Lex Rex Ph

YHT Realty vs. CA Digest

Topic: Necessary deposits

Facts

McLoughlin, an Australian businessman, stayed in Tropicana hotel from 1984 to 1987. He rented a safety deposit box which could be opened by the use of 2 keys: (a) one by the guest, and (b) one by the management of the hotel. The guest alone could request the management who will then assign one employee to accompany him and assist him in opening the safety deposit box.

When McLoughlin went to several trips abroad, he left thousands of dollars and jewelry in the safety deposit box. There are two cases where noticed that cash and jewelry were missing. He then confronted the employees, and one admitted that he was assisted by the others. Lopez executed a promissory note but McLoughlin insisted that hotel Tropicana must assume responsibility. Lopez refused to accept the responsibility relying on the posted notices absolving Tropicana for responsibility in relation to the rent of the deposit box, which held free and blameless Tropicana for any loss in the contents of the safety deposit box.

Issues:

May a hotel evade liability for loss of items left with it for safekeeping by executing waivers with its guests?

Ruling:

No. Hotels posting notices absolving themselves from liability is void. Article 2003 of the New Civil Code provides that the hotel-keeper cannot free himself from responsibility by posting notices to the effect that he is not liable for the articles brought by the guest. Any stipulation between the hotel-keeper and the guest whereby the reasonability of the former as set for the in articles 1998 to 2001 is suppressed or diminished shall be void. 

Twin duties of hotel: Lodging and security

Twin duty imbued with public interest: lodging and security. The hotel business like the common carrier’s business is imbued with public interest. Catering to the public, hotelkeepers are bound to provide not only lodging for hotel guests and security to their persons and belongings. The twin duty constitutes the essence of the business. 

Mere “undertakings” appearing in hotel forms cannot negate or dilute the law. When such undertaking apparently released Tropicana from liability arising from any loss in the contents of the safety deposit box for any cause whatsoever, this undertaking manifestly contravened Article 2003 of the Civil Code and is therefore void. (Art. 2003 NCC)

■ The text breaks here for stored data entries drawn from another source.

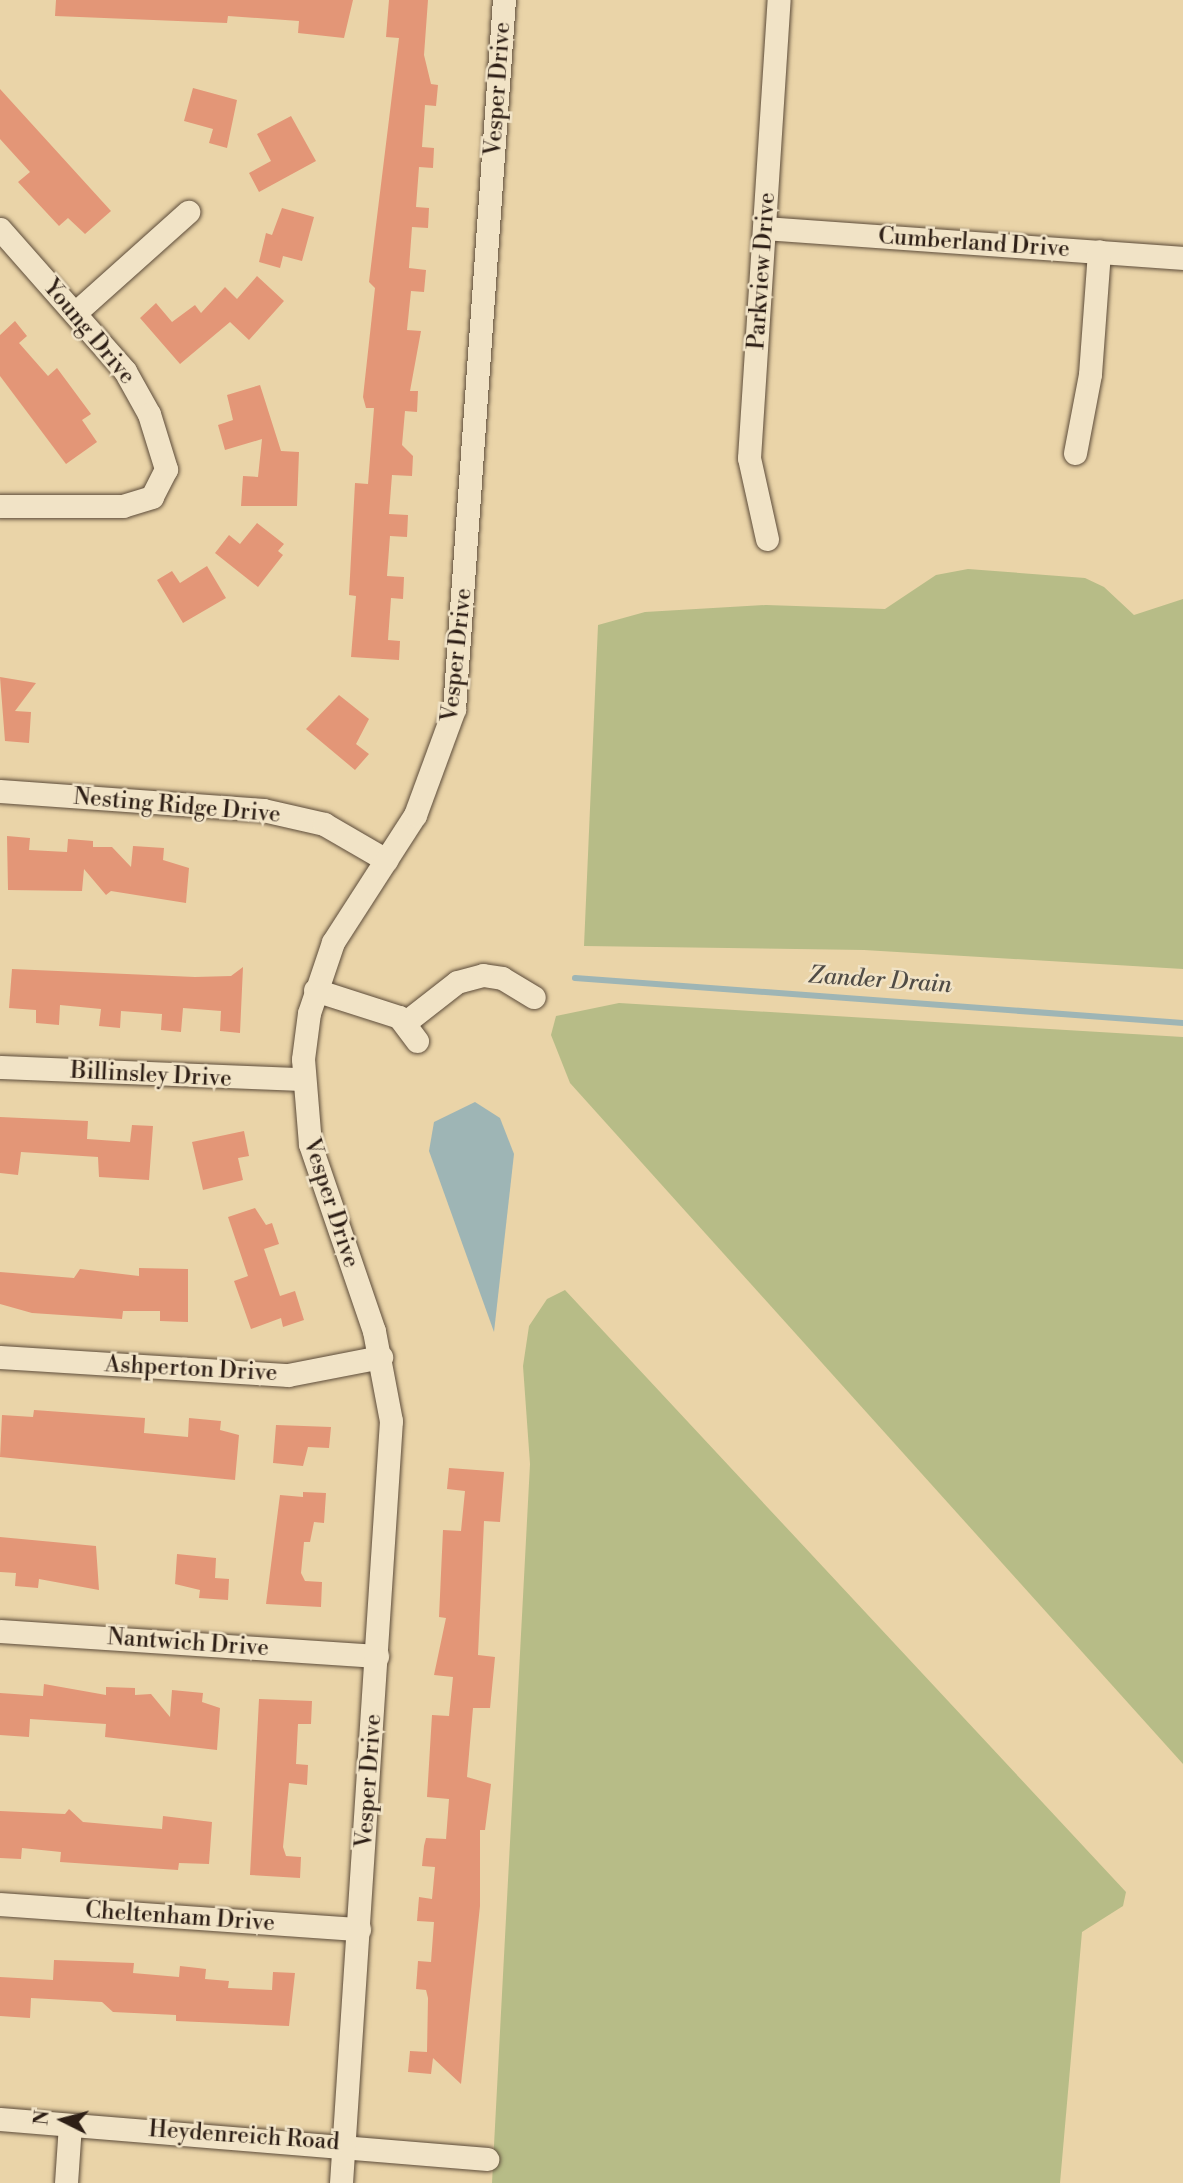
<!DOCTYPE html>
<style>
body{margin:0}
#map{position:relative;width:1183px;height:2183px;overflow:hidden;background:#ead4a8;font-family:"Libre Bodoni",serif}
div>[style]{position:absolute}
.green>*{inset:0;background:#b7bc87}
.water>*{inset:0;background:#9eb5b5}
.stream>*{height:6px;margin:-3px;padding:0 3px;transform-origin:3px;border-radius:3px;background:#9eb5b5}
.building>*{inset:0;background:#e39677}
.roads{filter:drop-shadow(0 0 2px #5d4c3a) drop-shadow(0 0 2px #5d4c3a)}
.minor>*{height:23px;margin:-11.5px;padding:0 11.5px;transform-origin:11.5px;border-radius:11.5px;background:#f1e3c6}
span{translate:-50% -50%;white-space:nowrap;text-align:center;line-height:1.15;-webkit-text-stroke:5px #f1e3c6;paint-order:stroke}
.street-label{font-size:23px;color:#2e1f16}
.water-label{font-size:24px;color:#504c46;font-style:italic}
.north{position:absolute;left:28px;top:2085px;width:70px;height:70px;-webkit-text-stroke:5px #f1e3c6;paint-order:stroke;rotate:276deg;font-size:19px;font-weight:700;line-height:28px;text-align:center;color:#2e1f16}
.north::after{content:'';display:block;margin:auto;width:24px;height:32px;background:#2e1f16;clip-path:polygon(50% 0,100% 100%,50% 72%,0 100%)}
</style>
<div id="map">
<div class="green">
<div style="clip-path:polygon(968px 569px,1085px 578px,1104px 587px,1134px 615px,1183px 599px,1183px 969px,864px 950px,584px 946px,598px 625px,645px 612px,766px 605px,885px 609px,936px 575px)"></div>
<div style="clip-path:polygon(619px 1003px,1183px 1037px,1183px 1764px,570px 1083px,551px 1035px,556px 1016px)"></div>
<div style="clip-path:polygon(565px 1290px,1126px 1892px,1123px 1906px,1082px 1932px,1060px 2183px,492px 2183px,530px 1464px,523px 1366px,529px 1326px,547px 1299px)"></div>
</div>
<div class="water">
<div style="clip-path:polygon(475px 1102px,500px 1118px,514px 1154px,494px 1332px,429px 1151px,434px 1122px)"></div>
</div>
<div class="stream">
<div style="left:575px;top:978px;width:610px;rotate:4.23deg"></div>
</div>
<div class="building">
<div style="clip-path:polygon(56px 0,353px 0,344px 38px,298px 33px,299px 21px,228px 16px,227px 23px,55px 16px)"></div>
<div style="clip-path:polygon(389px 0,428px 0,424px 55px,431px 84px,438px 85px,436px 106px,425px 105px,422px 147px,434px 148px,433px 168px,419px 167px,416px 207px,429px 208px,428px 228px,412px 227px,409px 268px,426px 270px,424px 292px,411px 291px,407px 330px,421px 331px,410px 391px,418px 391px,417px 412px,405px 411px,402px 445px,413px 456px,412px 476px,392px 475px,389px 514px,408px 515px,407px 537px,390px 536px,387px 576px,404px 577px,403px 599px,391px 598px,388px 640px,400px 641px,399px 660px,351px 657px,356px 596px,349px 595px,355px 483px,368px 484px,374px 408px,366px 408px,363px 397px,375px 288px,369px 282px,399px 38px,386px 37px)"></div>
<div style="clip-path:polygon(193px 88px,237px 100px,227px 148px,209px 143px,213px 129px,184px 121px)"></div>
<div style="clip-path:polygon(0 89px,111px 211px,85px 234px,68px 218px,59px 226px,18px 182px,30px 172px,0 139px)"></div>
<div style="clip-path:polygon(291px 116px,316px 161px,259px 192px,249px 173px,271px 161px,257px 134px)"></div>
<div style="clip-path:polygon(282px 208px,314px 217px,302px 261px,283px 256px,280px 268px,259px 262px,266px 233px,272px 235px)"></div>
<div style="clip-path:polygon(257px 276px,284px 301px,249px 340px,230px 322px,180px 364px,140px 318px,156px 303px,172px 322px,195px 305px,201px 313px,225px 287px,237px 299px)"></div>
<div style="clip-path:polygon(15px 321px,27px 336px,19px 343px,48px 376px,57px 368px,91px 414px,82px 420px,97px 442px,66px 464px,0 376px,0 335px)"></div>
<div style="clip-path:polygon(260px 385px,281px 451px,299px 452px,297px 506px,241px 506px,243px 476px,258px 477px,262px 439px,225px 450px,218px 425px,233px 420px,227px 395px)"></div>
<div style="clip-path:polygon(257px 523px,284px 544px,278px 551px,283px 555px,258px 587px,215px 553px,229px 535px,240px 544px)"></div>
<div style="clip-path:polygon(207px 566px,226px 598px,183px 623px,157px 580px,172px 571px,180px 583px)"></div>
<div style="clip-path:polygon(0 677px,36px 683px,15px 711px,31px 712px,29px 743px,5px 741px)"></div>
<div style="clip-path:polygon(339px 695px,369px 719px,356px 744px,369px 754px,355px 770px,306px 729px)"></div>
<div style="clip-path:polygon(7px 836px,30px 838px,29px 850px,67px 852px,68px 839px,93px 841px,93px 847px,112px 847px,131px 867px,133px 846px,164px 848px,163px 860px,189px 868px,186px 903px,111px 891px,106px 895px,84px 869px,82px 891px,8px 890px)"></div>
<div style="clip-path:polygon(243px 967px,240px 1033px,220px 1031px,221px 1011px,183px 1008px,181px 1032px,161px 1030px,162px 1014px,121px 1011px,120px 1028px,99px 1026px,101px 1009px,60px 1005px,59px 1025px,36px 1023px,36px 1010px,9px 1008px,12px 969px,195px 977px,231px 976px)"></div>
<div style="clip-path:polygon(0 1117px,88px 1121px,87px 1139px,130px 1142px,132px 1125px,153px 1126px,149px 1180px,99px 1177px,98px 1157px,21px 1152px,18px 1175px,0 1173px)"></div>
<div style="clip-path:polygon(244px 1131px,249px 1156px,238px 1158px,243px 1180px,203px 1190px,192px 1142px)"></div>
<div style="clip-path:polygon(255px 1208px,266px 1225px,272px 1223px,279px 1244px,264px 1249px,280px 1296px,295px 1291px,304px 1320px,283px 1327px,281px 1318px,251px 1329px,234px 1281px,248px 1276px,228px 1217px)"></div>
<div style="clip-path:polygon(139px 1268px,188px 1269px,188px 1322px,160px 1321px,160px 1311px,123px 1311px,122px 1319px,32px 1313px,0 1304px,0 1272px,74px 1278px,80px 1269px,139px 1276px)"></div>
<div style="clip-path:polygon(34px 1410px,145px 1418px,144px 1433px,188px 1437px,189px 1418px,221px 1421px,220px 1430px,239px 1435px,235px 1480px,0 1457px,2px 1415px,33px 1417px)"></div>
<div style="clip-path:polygon(276px 1425px,331px 1427px,329px 1448px,308px 1447px,303px 1466px,273px 1463px)"></div>
<div style="clip-path:polygon(449px 1468px,504px 1472px,500px 1522px,484px 1521px,478px 1655px,495px 1657px,490px 1708px,473px 1708px,467px 1777px,491px 1784px,485px 1830px,480px 1830px,480px 1906px,461px 2084px,433px 2058px,431px 2074px,408px 2072px,410px 2051px,427px 2052px,428px 1998px,426px 1990px,416px 1989px,418px 1961px,431px 1962px,434px 1922px,417px 1921px,419px 1897px,432px 1899px,435px 1867px,422px 1866px,424px 1846px,426px 1838px,446px 1839px,449px 1799px,427px 1797px,432px 1715px,449px 1716px,453px 1677px,434px 1675px,446px 1618px,439px 1617px,443px 1530px,461px 1531px,465px 1491px,447px 1489px)"></div>
<div style="clip-path:polygon(303px 1492px,326px 1493px,324px 1523px,314px 1522px,310px 1542px,304px 1542px,301px 1573px,305px 1581px,322px 1582px,321px 1607px,266px 1604px,280px 1495px,303px 1497px)"></div>
<div style="clip-path:polygon(0 1537px,96px 1546px,99px 1590px,39px 1579px,38px 1588px,15px 1586px,16px 1573px,0 1572px)"></div>
<div style="clip-path:polygon(177px 1554px,216px 1558px,215px 1578px,229px 1579px,228px 1600px,199px 1598px,200px 1590px,175px 1584px)"></div>
<div style="clip-path:polygon(44px 1684px,106px 1695px,106px 1687px,135px 1688px,135px 1695px,151px 1694px,170px 1717px,172px 1690px,203px 1693px,202px 1702px,220px 1708px,217px 1750px,105px 1737px,106px 1724px,30px 1719px,29px 1737px,0 1735px,0 1693px,43px 1696px)"></div>
<div style="clip-path:polygon(259px 1699px,312px 1701px,311px 1724px,298px 1724px,296px 1764px,308px 1765px,307px 1785px,289px 1783px,283px 1847px,286px 1856px,301px 1857px,300px 1878px,250px 1875px)"></div>
<div style="clip-path:polygon(69px 1809px,83px 1822px,162px 1829px,163px 1816px,212px 1822px,209px 1864px,179px 1863px,178px 1870px,60px 1862px,61px 1852px,22px 1848px,21px 1859px,0 1858px,0 1811px,65px 1814px)"></div>
<div style="clip-path:polygon(54px 1960px,134px 1963px,133px 1973px,179px 1977px,180px 1966px,198px 1968px,206px 1969px,205px 1979px,229px 1981px,228px 1988px,272px 1990px,273px 1972px,295px 1973px,289px 2026px,176px 2021px,176px 2015px,113px 2012px,102px 2002px,31px 1998px,30px 2018px,0 2016px,0 1977px,53px 1980px)"></div>
</div>
<div class="roads">
<div class="minor">
<div style="left:765px;top:228px;width:419px;rotate:4.1deg"></div>
<div style="left:0;top:229px;width:189px;rotate:48.6deg"></div>
<div style="left:125px;top:371px;width:49px;rotate:60.8deg"></div>
<div style="left:149px;top:414px;width:58px;rotate:72.8deg"></div>
<div style="left:166px;top:469px;width:31px;rotate:117deg"></div>
<div style="left:152px;top:497px;width:30px;rotate:163deg"></div>
<div style="left:123px;top:506px;width:123px;rotate:180deg"></div>
<div style="left:75px;top:313px;width:152px;rotate:-41.8deg"></div>
<div style="left:1075px;top:453px;width:80px;rotate:-79.2deg"></div>
<div style="left:1090px;top:374px;width:123px;rotate:-85.8deg"></div>
<div style="left:767px;top:539px;width:83px;rotate:-102.5deg"></div>
<div style="left:749px;top:458px;width:459px;rotate:-86.3deg"></div>
<div style="left:0;top:791px;width:264px;rotate:4.1deg"></div>
<div style="left:263px;top:810px;width:63px;rotate:12.9deg"></div>
<div style="left:324px;top:824px;width:72px;rotate:30.1deg"></div>
<div style="left:315px;top:990px;width:88px;rotate:17.8deg"></div>
<div style="left:399px;top:1017px;width:30px;rotate:53deg"></div>
<div style="left:407px;top:1021px;width:63px;rotate:-38deg"></div>
<div style="left:457px;top:982px;width:27px;rotate:-15deg"></div>
<div style="left:483px;top:975px;width:19px;rotate:9deg"></div>
<div style="left:502px;top:978px;width:37px;rotate:31deg"></div>
<div style="left:0;top:1067px;width:303px;rotate:2.3deg"></div>
<div style="left:0;top:1357px;width:289px;rotate:3.6deg"></div>
<div style="left:288px;top:1375px;width:95px;rotate:-11deg"></div>
<div style="left:0;top:1631px;width:378px;rotate:3.8deg"></div>
<div style="left:0;top:1904px;width:360px;rotate:4deg"></div>
<div style="left:0;top:2119px;width:489px;rotate:4.7deg"></div>
<div style="left:66px;top:2183px;width:58px;rotate:-86.1deg"></div>
<div style="left:341px;top:2183px;width:764px;rotate:-86.25deg"></div>
<div style="left:391px;top:1421px;width:92px;rotate:-100.7deg"></div>
<div style="left:374px;top:1331px;width:198px;rotate:-108.9deg"></div>
<div style="left:310px;top:1144px;width:85px;rotate:-94.7deg"></div>
<div style="left:303px;top:1059px;width:46px;rotate:-82.6deg"></div>
<div style="left:309px;top:1013px;width:75px;rotate:-71.3deg"></div>
<div style="left:333px;top:942px;width:151px;rotate:-57.2deg"></div>
<div style="left:415px;top:815px;width:113px;rotate:-69.8deg"></div>
<div style="left:454px;top:709px;width:711px;rotate:-85.97deg"></div>
</div>
</div>
<div class="street-label">
<span style="left:498px;top:89px;rotate:-86deg">Vesper Drive</span>
<span style="left:974px;top:243px;rotate:4deg">Cumberland Drive</span>
<span style="left:762px;top:271px;rotate:-86deg">Parkview Drive</span>
<span style="left:89px;top:332px;rotate:50deg">Young Drive</span>
<span style="left:457px;top:655px;rotate:-84deg">Vesper Drive</span>
<span style="left:177px;top:806px;rotate:5deg">Nesting Ridge Drive</span>
<span style="left:151px;top:1075px;rotate:3deg">Billinsley Drive</span>
<span style="left:331px;top:1203px;rotate:72deg">Vesper Drive</span>
<span style="left:191px;top:1369px;rotate:3deg">Ashperton Drive</span>
<span style="left:188px;top:1643px;rotate:4deg">Nantwich Drive</span>
<span style="left:369px;top:1781px;rotate:-86deg">Vesper Drive</span>
<span style="left:180px;top:1917px;rotate:4deg">Cheltenham Drive</span>
<span style="left:244px;top:2136px;rotate:4deg">Heydenreich Road</span>
</div>
<div class="water-label">
<span style="left:880px;top:981px;rotate:4deg">Zander Drain</span>
</div>
<div class="north">N</div>
</div>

Deposit with staff is not necessary. Effects being inside the hotel is sufficient, and liability is even greater if items were taken out of the deposit box without guest’s consent

In an early case, to hold hotel-keepers or innkeepers liable for the effects of their guests, it is not necessary that they be actually delivered to the innkeepers or their employees. It is enough that such effects are within the hotel or inn.

Hotel is responsible because the theft or robbery was not done with the use of arms or through an irresistible force (Art. 2001)

The New Civil Code is explicit that the responsibility of the hotel keeper shall extend to loss of, or injury to, the personal property of the guests even if caused by servants or employees of the keepers of hotels or inns as well as by strangers, except as it may proceed from any force majeure. The loss through force majeure may spare the hotel keeper from liability. In the case at bar, there is no showing that the act of the thief or robber was done with the use of arms or through an irresistible force to qualify the same as force majeure.